Prologue : "Quatorze juillet 1939. Alger célèbre, au diapason de Paris, le cent-cinquantième anniversaire de la Révolution française et l’unité de l’Empire qui élargit la métropole aux dimensions d’une "plus grande France" de cent millions d’habitants, capable d’affronter l’épreuve d’une Seconde Guerre mondiale imminente.
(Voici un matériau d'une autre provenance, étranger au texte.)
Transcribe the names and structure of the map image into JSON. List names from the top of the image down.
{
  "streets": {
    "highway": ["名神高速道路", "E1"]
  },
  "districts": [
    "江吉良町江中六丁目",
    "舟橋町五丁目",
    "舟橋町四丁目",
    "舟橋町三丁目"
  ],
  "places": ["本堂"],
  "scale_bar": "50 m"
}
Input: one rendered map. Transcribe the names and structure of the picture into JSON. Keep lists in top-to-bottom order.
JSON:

Dimanche 1er juillet 1962. Sans attendre la proclamation des résultats du référendum d’autodétermination de l’Algérie, Alger se couvre d’une marée humaine qui agite dans une joie indescriptible des drapeaux vert et blanc frappés de l’étoile et du croissant rouges. Les Français, encore présents dans la ville, même ceux qui sont allés voter, se terrent chez eux. Deux jours plus tard, Charles de Gaulle tire la conséquence de ce vote, plus de 99% de oui, en reconnaissant l’indépendance de l’Algérie par un message adressé au président de l’exécutif provisoire algérien, Abderrahamane Farès. Ce même jour, le président du GPRA, Ben Khedda, fait une entrée triomphale dans la ville capitale de l’Algérie comme de Gaulle quatre ans et un mois plus tôt ! Plus que symboliquement, pourtant, l’Algérie choisit de commémorer son indépendance le 5 juillet, cent-trente deux ans jour pour jour après la capitulation du dey d’Alger devant les troupes françaises en 1830.
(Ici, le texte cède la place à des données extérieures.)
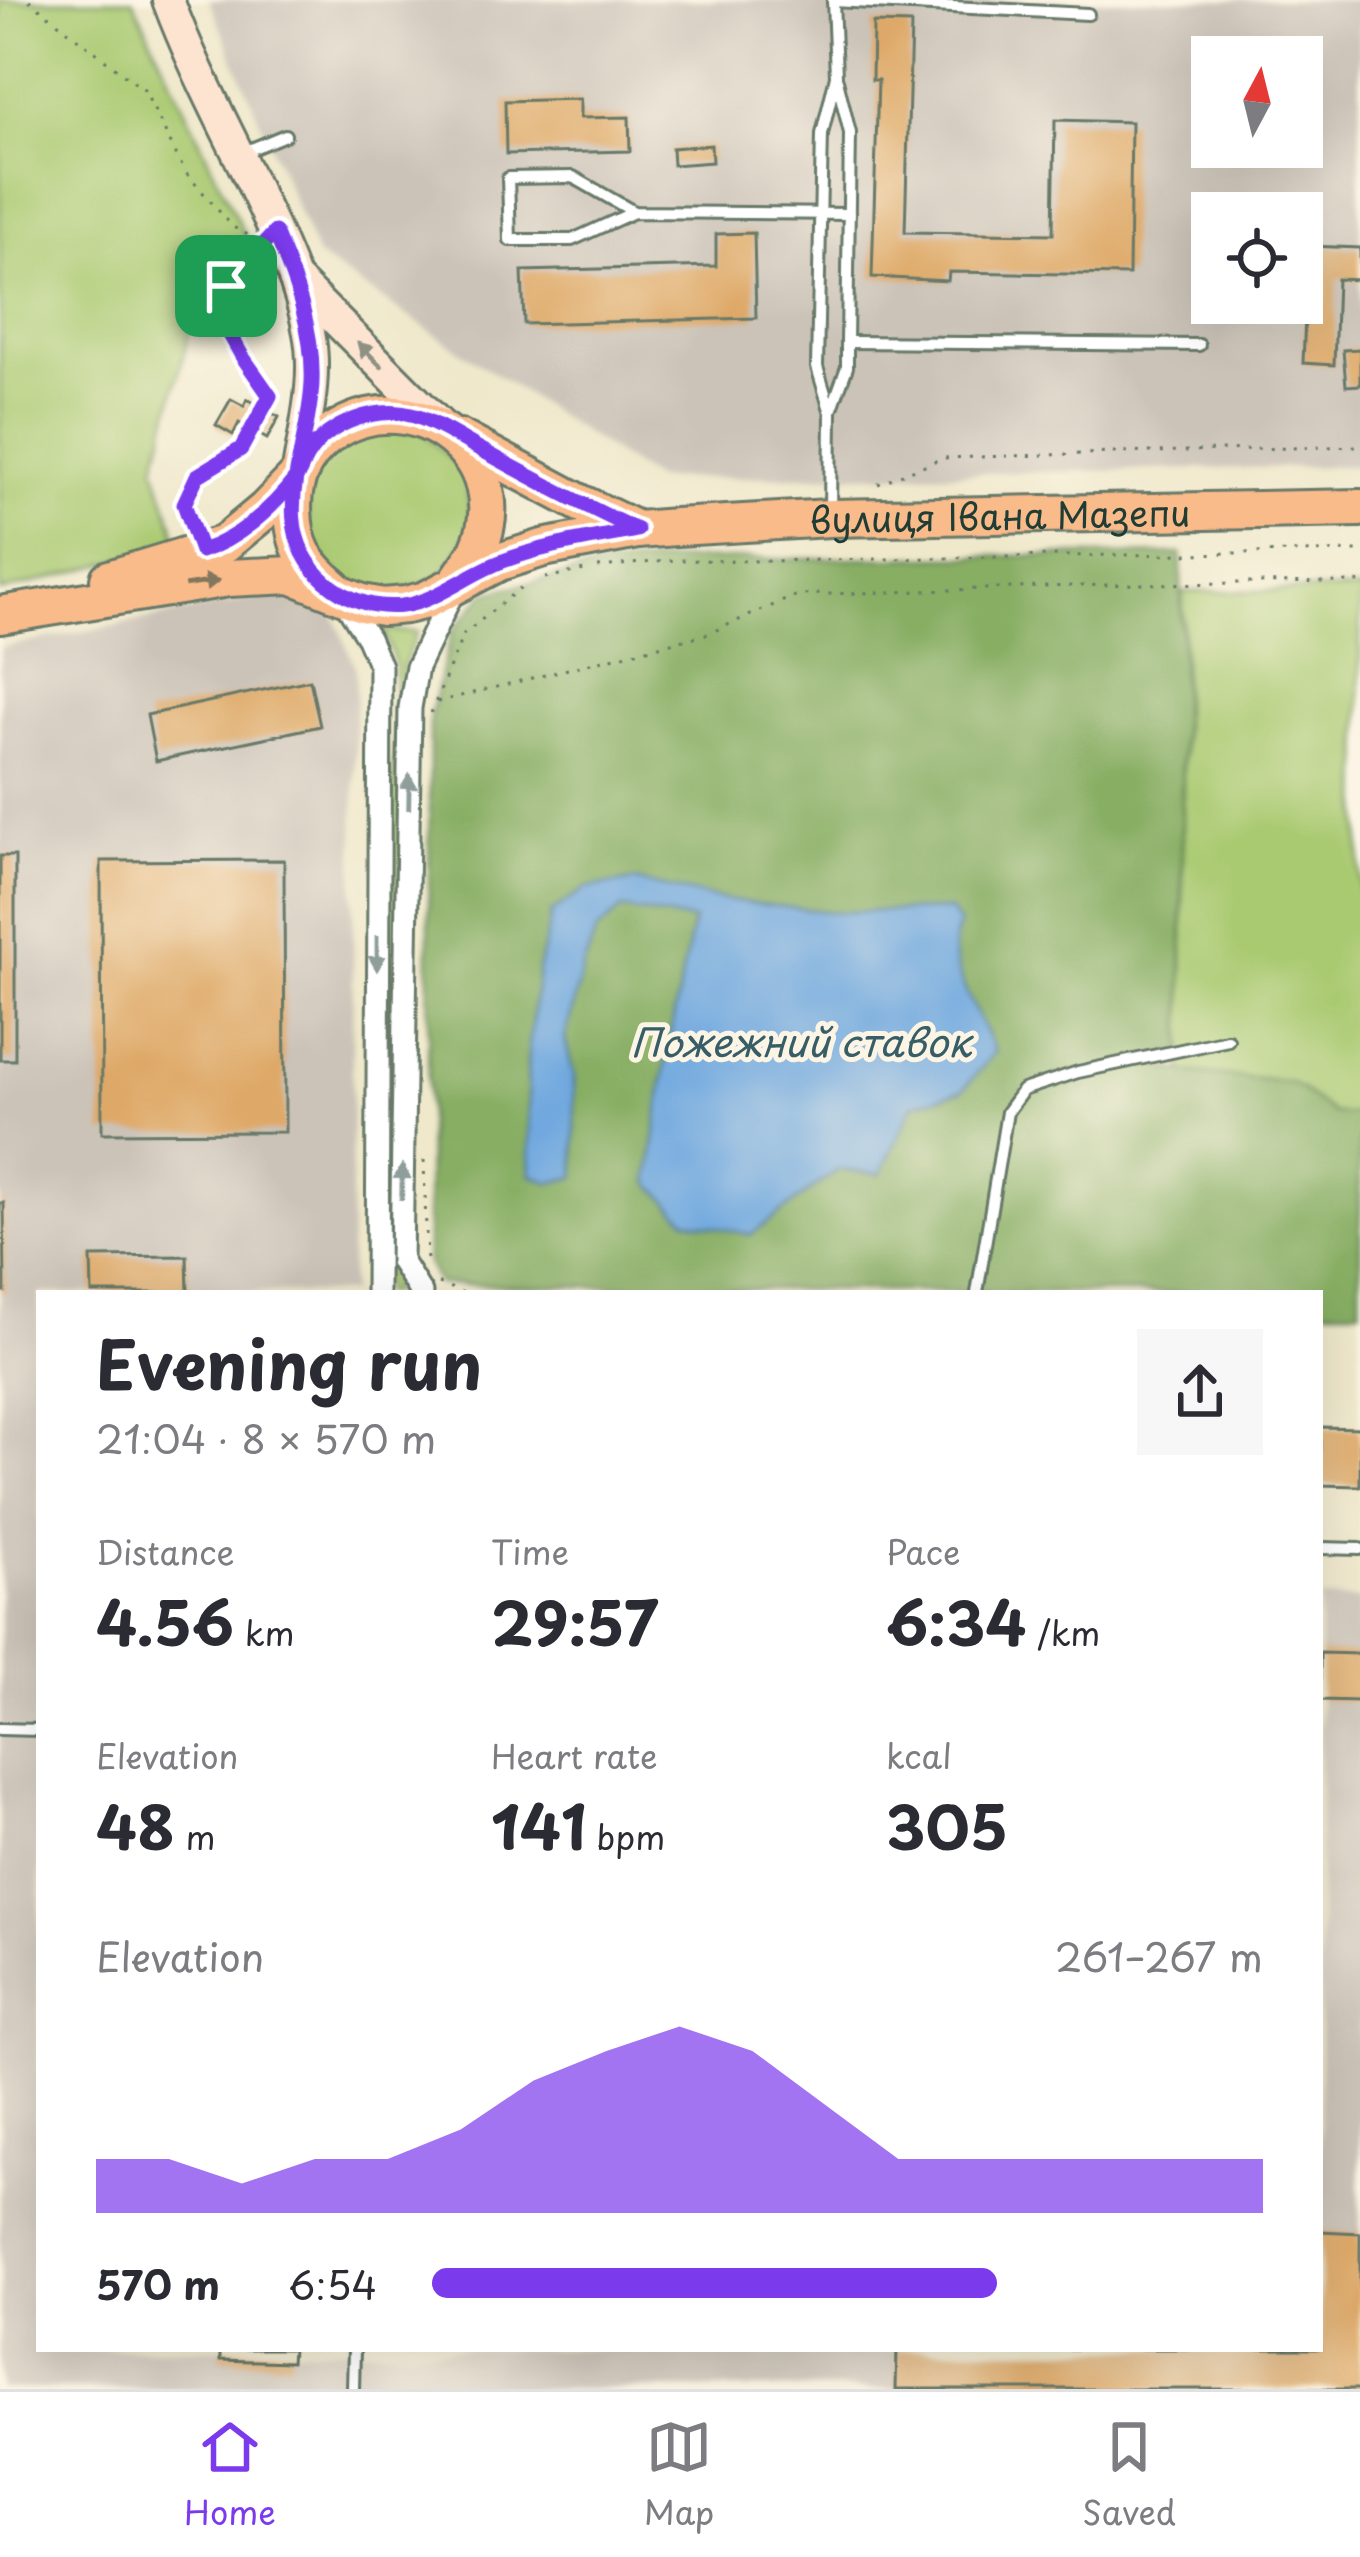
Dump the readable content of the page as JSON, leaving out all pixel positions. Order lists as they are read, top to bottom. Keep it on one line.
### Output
{"streets":{"main road":["вулиця Івана Мазепи"]},"water":["Пожежний ставок"],"north":"top","page":{"heading":["Evening run","21:04 · 8 × 570 m"],"stats":[["Distance","4.56 km"],["Time","29:57"],["Pace","6:34 /km"],["Elevation","48 m"],["Heart rate","141 bpm"],["kcal","305"]],"chart":["Elevation","261–267 m"],"list":[{"name":"570 m","note":"6:54"}],"tabs":["Home","Map","Saved"]}}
Dans les semaines et les mois suivants, l’anarchie et l’insécurité, qui se généralisent, accélèrent la fuite de presque tous les Français encore présents à Alger et dans le reste du pays. L’Algérie nouvelle naît dans le désordre et la violence, comme l’Algérie française cent-trente deux ans auparavant.
Entre 1939 et 1962, l’histoire de cette ville s’est profondément accélérée suivant deux évolutions contradictoires. D’un côté, Alger s’est affirmée comme une grande ville française, rivale potentielle de Paris depuis la Seconde Guerre mondiale. Capitale virtuelle d’une France résistante en juin 1940, puis place forte du vichysme en Afrique, théâtre d’événements décisifs pour la suite de la guerre le 8 novembre 1942, et enfin vraie capitale de la France combattante rassemblée par le CFLN et le GPRF de juin 1943 à août 1944. Dix ans après la victoire, de 1956 à 1962, Alger s’efforce d’imposer à Paris sa volonté de rester à jamaise française par une succession de vaines confrontations , exploitées par des forces politiques visant la prise du pouvoir en métropole. Le triomphe apparent de mai 1958 condamne irrévocablement la ville française d’Alger.
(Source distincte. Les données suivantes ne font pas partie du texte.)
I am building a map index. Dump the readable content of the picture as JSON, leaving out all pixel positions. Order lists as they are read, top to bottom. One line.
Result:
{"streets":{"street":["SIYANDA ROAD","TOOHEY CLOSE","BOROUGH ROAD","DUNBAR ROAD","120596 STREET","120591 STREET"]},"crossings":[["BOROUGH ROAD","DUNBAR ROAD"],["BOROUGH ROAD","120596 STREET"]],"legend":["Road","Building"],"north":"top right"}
D’un autre côté, il est vrai, Alger est devenue de moins en moins française. Depuis les premiers temps de la conquête, c’était "une ville double" vivant une "double vie", suivant l’expression de Larbi Icheboudène. Mais un siècle plus tard, sa population européenne y était encore largement majoritaire. Désormais, l’accroissement accéléré de la population "indigène" ou "musulmane" remet en question cette majorité qui s’inverse dès le recensement de 1954 dans l’ensemble de l’agglomération, et plus tard dans la commune même d’Alger. Cette période est caractérisée par une reconquête, d’abord discrète puis spectaculaire, qui s’achève brutalement en 1962, quand l’exode massif des Algérois français rend la ville aux descendants de ses premiers habitants et aux "Algériens" de l’intérieur."(...)
Revue de presse :
« Il y a comme une amnésie autour de l’Algérie d’avant 1962, qu’elle ait été organisée par l’Etat algérien ou qu’elle soit objective en France, toute la recherche s’étant concentrée, par une sorte de refoulement, sur "l’étude du fait national algérien". Sous la direction de Jean-Jacques Jordi, Jean-Louis Planche et Guy Pervillé, les auteurs de ces deux numéros de l’excellent collection "Mémoires" ont donc reconstitué quelques pans de l’histoire de l’Algérie française à travers celle d’Alger. (...) Pour les auteurs, l’étude de cette période française est importante, y compris pour les Algérois d’aujourd’hui : car le passé français est toujours présent dans le paysage, et, "dans ce décor à peine transformé, de nouveaux acteurs ont joué une nouvelle pièce qui rappelle, depuis 1988 ou 1992, les tragiques événements de 1954 à 1962. »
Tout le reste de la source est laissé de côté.